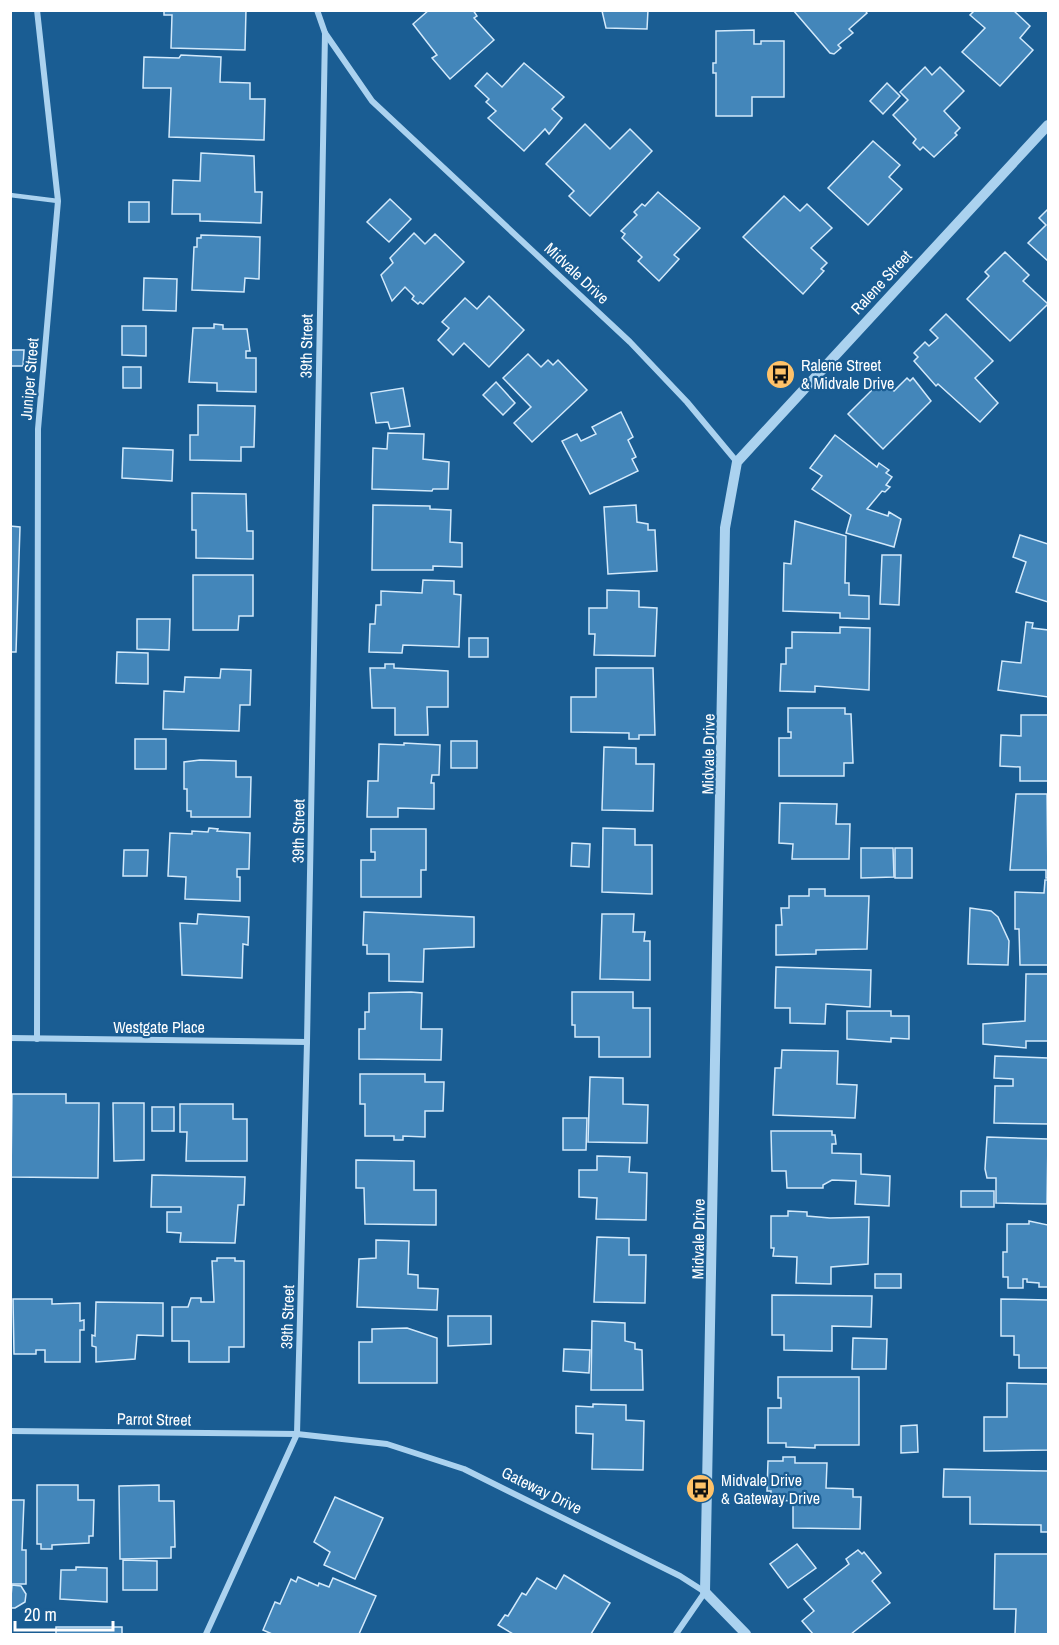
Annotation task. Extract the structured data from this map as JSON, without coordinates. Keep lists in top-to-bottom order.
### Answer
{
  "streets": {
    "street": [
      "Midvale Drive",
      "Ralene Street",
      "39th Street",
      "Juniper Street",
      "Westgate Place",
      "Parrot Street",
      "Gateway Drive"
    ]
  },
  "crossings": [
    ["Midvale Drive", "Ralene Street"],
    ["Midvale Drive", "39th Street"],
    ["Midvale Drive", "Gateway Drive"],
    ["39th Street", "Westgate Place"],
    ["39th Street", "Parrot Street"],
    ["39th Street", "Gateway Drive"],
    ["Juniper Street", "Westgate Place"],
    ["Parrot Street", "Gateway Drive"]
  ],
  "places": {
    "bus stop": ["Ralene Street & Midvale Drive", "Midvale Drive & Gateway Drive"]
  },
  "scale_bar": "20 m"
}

____

> **Activity**:
A verbatim copy of every record above is required, with all pictures omitted.

> **Output**:
Annotation task. Extract the structured data from this map as JSON, without coordinates. Keep lists in top-to-bottom order.
### Answer
{
  "streets": {
    "street": [
      "Midvale Drive",
      "Ralene Street",
      "39th Street",
      "Juniper Street",
      "Westgate Place",
      "Parrot Street",
      "Gateway Drive"
    ]
  },
  "crossings": [
    ["Midvale Drive", "Ralene Street"],
    ["Midvale Drive", "39th Street"],
    ["Midvale Drive", "Gateway Drive"],
    ["39th Street", "Westgate Place"],
    ["39th Street", "Parrot Street"],
    ["39th Street", "Gateway Drive"],
    ["Juniper Street", "Westgate Place"],
    ["Parrot Street", "Gateway Drive"]
  ],
  "places": {
    "bus stop": ["Ralene Street & Midvale Drive", "Midvale Drive & Gateway Drive"]
  },
  "scale_bar": "20 m"
}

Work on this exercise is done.